ATLANTA — Backers of gun rights in Georgia want even more of them. Earlier this year, lawmakers gave gun owners the right to carry firearms without a government permit. Now they want the minimum age lowered.
The Republican majority at the state Capitol has expanded gun rights for much of the last decade -- but gun rights backers say there's room for more.
This spring Gov. Brian Kemp went to a gun store to sign a bill allowing eligible Georgians to carry firearms in public without a government permit. It made Georgia one of 25 states with laws allowing permitless carry.
In order to carry a gun in Georgia, one has to be free of felony convictions and be 21 years old.
GA2A, a gun rights group, wants to lower that age from 21 to 18.
"Since you’re old enough to vote, you're old enough to go to Afghanistan and places like that when you're 18 years old, we feel like you’re old enough to defend yourself when you come back from those places," said Jerry Henry, executive director of GA2A, which backed constitutional carry this year.

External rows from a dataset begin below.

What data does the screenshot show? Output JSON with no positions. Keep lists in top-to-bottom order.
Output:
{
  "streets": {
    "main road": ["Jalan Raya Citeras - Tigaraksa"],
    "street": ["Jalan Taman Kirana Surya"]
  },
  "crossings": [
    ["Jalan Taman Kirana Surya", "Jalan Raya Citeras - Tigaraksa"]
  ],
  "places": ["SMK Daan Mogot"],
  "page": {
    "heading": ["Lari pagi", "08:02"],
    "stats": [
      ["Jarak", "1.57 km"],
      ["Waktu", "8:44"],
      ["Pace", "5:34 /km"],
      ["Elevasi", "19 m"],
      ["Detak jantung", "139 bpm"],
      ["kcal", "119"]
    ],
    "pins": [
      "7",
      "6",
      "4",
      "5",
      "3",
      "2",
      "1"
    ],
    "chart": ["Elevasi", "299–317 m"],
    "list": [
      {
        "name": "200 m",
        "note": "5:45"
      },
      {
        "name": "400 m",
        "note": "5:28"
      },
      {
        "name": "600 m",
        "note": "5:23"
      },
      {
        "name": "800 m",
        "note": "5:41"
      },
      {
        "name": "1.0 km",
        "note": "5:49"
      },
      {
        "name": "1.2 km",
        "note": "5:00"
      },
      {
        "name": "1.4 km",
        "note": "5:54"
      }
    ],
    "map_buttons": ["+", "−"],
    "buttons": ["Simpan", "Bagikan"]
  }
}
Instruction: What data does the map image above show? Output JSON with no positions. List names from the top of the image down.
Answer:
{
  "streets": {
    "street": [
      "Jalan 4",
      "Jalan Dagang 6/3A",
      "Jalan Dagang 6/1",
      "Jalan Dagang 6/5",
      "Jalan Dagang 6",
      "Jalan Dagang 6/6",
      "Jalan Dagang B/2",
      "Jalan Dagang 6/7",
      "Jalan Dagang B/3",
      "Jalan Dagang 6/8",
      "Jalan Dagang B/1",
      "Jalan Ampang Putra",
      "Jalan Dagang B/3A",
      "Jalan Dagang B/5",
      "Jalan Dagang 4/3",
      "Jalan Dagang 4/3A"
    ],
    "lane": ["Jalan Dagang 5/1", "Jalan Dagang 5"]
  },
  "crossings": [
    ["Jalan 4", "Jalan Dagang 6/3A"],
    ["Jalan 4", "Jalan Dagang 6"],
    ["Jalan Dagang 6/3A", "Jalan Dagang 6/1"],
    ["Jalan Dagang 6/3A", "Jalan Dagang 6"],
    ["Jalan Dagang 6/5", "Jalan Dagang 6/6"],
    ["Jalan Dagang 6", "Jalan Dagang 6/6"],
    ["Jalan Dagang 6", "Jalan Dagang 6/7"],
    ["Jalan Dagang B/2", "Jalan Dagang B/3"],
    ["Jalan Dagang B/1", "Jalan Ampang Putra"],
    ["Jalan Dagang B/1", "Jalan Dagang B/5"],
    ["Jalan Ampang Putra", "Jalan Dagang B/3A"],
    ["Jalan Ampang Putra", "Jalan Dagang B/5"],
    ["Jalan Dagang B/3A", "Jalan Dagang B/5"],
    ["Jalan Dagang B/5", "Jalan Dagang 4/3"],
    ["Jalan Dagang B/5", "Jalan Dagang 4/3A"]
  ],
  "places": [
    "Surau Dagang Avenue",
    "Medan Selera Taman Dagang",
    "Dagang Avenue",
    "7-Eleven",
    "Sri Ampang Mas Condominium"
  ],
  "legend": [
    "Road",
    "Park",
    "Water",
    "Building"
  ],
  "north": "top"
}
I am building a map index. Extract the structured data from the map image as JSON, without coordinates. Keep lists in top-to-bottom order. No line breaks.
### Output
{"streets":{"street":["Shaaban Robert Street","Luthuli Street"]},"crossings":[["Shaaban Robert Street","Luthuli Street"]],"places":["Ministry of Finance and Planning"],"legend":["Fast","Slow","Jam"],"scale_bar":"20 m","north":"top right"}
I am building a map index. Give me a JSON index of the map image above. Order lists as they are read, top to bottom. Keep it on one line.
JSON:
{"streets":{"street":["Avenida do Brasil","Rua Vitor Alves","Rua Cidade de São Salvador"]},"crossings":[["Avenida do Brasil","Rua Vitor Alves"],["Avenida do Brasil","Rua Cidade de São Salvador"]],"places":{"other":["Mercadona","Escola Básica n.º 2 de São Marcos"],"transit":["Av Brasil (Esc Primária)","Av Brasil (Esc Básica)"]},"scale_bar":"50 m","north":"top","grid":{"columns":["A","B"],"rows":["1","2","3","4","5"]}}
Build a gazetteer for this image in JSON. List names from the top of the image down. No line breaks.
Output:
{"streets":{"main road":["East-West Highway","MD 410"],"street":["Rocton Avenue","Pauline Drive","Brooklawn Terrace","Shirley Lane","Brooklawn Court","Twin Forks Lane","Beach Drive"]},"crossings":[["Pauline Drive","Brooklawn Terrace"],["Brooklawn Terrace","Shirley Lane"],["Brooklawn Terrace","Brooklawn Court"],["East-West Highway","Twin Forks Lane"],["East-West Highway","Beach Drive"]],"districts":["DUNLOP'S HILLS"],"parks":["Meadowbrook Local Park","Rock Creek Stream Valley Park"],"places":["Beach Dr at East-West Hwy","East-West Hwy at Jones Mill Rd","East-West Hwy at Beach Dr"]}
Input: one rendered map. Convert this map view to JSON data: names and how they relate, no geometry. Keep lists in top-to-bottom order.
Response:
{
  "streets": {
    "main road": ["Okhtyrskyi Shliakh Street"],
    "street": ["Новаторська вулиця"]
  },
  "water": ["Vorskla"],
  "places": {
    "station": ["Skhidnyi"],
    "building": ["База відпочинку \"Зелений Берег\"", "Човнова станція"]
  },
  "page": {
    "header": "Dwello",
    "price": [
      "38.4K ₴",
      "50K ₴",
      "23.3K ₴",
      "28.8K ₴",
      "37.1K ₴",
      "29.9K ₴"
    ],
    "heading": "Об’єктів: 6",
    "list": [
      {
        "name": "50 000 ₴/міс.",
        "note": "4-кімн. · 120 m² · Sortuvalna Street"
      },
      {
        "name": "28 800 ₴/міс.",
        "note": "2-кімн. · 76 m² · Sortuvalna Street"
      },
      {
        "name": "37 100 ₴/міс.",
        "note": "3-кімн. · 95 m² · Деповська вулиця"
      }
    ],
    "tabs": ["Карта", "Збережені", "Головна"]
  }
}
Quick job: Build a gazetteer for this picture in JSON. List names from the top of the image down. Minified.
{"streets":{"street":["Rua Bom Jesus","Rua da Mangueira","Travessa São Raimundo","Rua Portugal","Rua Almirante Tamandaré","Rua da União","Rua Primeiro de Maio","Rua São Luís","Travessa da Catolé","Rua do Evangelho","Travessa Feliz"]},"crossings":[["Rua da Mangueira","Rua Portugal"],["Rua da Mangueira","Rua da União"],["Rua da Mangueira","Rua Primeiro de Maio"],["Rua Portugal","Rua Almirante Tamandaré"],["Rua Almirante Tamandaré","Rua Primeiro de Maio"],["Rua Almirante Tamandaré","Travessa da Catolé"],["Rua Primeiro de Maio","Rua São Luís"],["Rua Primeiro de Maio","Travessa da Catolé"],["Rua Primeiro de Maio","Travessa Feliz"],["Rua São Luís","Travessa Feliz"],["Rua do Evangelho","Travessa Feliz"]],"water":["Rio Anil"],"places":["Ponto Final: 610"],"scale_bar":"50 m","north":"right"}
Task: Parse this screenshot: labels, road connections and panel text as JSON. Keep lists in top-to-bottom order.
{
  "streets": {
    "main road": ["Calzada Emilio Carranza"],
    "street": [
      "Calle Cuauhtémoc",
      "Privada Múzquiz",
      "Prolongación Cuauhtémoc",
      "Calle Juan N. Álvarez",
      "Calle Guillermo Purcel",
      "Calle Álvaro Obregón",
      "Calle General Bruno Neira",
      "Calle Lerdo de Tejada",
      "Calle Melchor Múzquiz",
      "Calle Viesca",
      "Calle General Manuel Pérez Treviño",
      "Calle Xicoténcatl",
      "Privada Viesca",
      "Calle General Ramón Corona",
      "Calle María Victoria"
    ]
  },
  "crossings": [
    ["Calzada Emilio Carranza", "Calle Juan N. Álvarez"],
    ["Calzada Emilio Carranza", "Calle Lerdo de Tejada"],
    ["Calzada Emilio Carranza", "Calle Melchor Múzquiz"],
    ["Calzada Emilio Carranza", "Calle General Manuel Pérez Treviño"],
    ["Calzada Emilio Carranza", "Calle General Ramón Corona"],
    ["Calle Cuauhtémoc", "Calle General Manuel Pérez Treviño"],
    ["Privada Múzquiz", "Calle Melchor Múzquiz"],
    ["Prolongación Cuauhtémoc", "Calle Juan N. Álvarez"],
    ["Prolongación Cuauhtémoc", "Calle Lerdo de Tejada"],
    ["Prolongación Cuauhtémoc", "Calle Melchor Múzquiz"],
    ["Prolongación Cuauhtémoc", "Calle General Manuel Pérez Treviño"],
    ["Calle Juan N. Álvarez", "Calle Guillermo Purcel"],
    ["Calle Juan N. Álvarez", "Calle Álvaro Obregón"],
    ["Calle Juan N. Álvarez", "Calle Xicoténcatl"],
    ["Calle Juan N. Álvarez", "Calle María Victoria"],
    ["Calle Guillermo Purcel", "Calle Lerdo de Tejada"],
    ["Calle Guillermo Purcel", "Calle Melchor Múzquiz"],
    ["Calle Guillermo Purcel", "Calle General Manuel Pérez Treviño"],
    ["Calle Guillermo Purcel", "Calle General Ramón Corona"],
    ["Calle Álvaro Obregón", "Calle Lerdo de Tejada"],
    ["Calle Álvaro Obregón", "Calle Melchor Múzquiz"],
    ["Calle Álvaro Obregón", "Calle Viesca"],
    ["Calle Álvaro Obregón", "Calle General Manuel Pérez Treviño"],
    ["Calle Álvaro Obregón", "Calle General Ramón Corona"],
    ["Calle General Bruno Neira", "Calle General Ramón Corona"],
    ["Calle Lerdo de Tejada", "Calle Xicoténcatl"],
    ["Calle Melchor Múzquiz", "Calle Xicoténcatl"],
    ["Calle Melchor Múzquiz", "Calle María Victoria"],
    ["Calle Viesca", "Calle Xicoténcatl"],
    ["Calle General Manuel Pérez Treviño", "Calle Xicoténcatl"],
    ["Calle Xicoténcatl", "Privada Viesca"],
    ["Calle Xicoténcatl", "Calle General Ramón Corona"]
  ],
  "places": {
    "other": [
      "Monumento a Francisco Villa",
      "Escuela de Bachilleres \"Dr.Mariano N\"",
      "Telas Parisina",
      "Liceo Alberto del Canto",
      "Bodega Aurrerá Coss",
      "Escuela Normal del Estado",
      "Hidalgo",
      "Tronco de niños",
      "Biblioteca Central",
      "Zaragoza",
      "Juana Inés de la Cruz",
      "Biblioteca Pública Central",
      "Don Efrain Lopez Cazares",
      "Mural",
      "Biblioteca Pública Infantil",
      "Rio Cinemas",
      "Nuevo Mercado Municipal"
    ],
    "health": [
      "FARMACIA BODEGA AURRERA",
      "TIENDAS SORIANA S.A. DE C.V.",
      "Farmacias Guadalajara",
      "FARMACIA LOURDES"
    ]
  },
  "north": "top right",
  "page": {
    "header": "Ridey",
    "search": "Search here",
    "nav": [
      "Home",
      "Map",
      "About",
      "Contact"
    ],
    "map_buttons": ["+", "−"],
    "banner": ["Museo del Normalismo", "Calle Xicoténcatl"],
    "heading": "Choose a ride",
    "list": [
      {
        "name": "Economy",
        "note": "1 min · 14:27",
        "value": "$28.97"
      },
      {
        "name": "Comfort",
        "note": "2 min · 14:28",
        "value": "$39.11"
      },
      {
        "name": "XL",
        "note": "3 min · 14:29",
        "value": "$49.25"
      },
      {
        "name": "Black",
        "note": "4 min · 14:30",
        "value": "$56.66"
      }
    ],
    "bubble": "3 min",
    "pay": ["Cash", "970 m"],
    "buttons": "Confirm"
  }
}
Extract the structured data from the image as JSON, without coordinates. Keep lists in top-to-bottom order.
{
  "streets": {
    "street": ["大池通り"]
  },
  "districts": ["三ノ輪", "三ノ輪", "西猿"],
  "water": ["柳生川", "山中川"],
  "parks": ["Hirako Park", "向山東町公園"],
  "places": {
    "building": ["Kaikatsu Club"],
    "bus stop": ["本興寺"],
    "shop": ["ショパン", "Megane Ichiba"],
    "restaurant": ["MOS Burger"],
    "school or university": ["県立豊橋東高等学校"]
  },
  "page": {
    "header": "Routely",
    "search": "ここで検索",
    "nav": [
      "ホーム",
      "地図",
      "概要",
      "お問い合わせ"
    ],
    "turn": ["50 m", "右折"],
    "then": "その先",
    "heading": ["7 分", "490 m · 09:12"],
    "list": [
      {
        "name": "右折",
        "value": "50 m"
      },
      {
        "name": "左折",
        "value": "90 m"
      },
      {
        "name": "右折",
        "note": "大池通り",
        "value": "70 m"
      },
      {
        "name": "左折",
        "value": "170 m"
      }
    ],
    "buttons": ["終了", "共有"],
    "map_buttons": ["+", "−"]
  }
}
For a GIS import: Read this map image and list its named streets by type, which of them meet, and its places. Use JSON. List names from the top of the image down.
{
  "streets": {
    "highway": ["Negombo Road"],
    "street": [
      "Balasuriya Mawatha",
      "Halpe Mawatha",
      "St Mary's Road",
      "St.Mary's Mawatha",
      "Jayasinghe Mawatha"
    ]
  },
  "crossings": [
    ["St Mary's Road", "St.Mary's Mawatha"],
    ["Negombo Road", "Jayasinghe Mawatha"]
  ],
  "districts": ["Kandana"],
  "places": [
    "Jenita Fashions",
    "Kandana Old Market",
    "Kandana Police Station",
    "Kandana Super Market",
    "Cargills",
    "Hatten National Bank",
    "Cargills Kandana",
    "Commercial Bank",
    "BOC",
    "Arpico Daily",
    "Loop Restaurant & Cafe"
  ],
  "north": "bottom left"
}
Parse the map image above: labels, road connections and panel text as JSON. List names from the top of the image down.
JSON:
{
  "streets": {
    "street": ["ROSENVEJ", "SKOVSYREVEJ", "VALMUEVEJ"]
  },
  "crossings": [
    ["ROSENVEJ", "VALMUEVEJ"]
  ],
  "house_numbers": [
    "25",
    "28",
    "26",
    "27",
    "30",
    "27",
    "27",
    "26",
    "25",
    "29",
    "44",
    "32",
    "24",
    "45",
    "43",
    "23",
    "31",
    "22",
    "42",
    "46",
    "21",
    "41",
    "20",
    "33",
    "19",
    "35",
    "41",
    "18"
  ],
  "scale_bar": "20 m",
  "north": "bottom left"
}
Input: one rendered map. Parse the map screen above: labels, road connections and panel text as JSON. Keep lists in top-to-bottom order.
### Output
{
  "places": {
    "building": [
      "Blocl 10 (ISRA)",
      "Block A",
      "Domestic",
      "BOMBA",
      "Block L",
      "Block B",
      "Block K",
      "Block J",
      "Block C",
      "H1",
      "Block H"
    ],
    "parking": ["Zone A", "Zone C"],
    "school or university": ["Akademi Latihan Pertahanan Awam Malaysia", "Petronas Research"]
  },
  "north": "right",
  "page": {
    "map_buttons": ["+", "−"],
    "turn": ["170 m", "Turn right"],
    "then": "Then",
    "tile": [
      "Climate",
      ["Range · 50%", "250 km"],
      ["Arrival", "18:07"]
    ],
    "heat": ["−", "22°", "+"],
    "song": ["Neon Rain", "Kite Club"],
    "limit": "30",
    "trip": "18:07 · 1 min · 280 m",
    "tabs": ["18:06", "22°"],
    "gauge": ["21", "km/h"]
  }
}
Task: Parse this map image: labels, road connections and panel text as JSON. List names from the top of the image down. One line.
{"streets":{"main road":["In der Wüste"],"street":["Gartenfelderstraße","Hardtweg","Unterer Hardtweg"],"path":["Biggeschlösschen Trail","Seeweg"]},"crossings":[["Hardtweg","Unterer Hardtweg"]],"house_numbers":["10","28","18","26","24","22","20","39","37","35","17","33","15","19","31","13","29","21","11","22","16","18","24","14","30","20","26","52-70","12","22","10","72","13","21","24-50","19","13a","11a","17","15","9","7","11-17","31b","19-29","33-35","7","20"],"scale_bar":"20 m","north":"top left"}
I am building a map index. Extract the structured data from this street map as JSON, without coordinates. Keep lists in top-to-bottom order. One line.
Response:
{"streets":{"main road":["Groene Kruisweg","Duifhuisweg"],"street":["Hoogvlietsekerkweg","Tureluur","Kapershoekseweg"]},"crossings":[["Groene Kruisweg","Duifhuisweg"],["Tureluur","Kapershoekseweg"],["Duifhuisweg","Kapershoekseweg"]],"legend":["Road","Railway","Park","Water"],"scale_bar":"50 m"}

Aside from lowering the age for permitless carry, GA2A wants to eliminate the fines for people who violate a church’s ban on guns. It also wants to allow folks to carry handguns into probate court offices where gun permits are issued.
Although "constitutional carry" eliminated the requirement for permits, Georgians can still get them to use in other states that honor out-of-state gun-carry permits.
"There's no reason why I shouldn’t be able to carry into a probate court to get a firearms license," Henry said.
Yes there is, said Democratic state Sen. Elena Parent (D-Atlanta).
"The argument from this group is that more people having more guns in more places makes people safer. Anyone can take a look around American society and certainly in Georgia and see that that’s simply not true," she said, citing increases in gun-related assaults and killings.
GA2A contends that less-strict gun laws better allow potential victims to defend themselves against criminals.
Constitutional Carry passed the state House and Senate with thin margins this year. November’s election changed the mix of lawmakers, perhaps adding uncertainty to gun-friendly legislation going into 2023.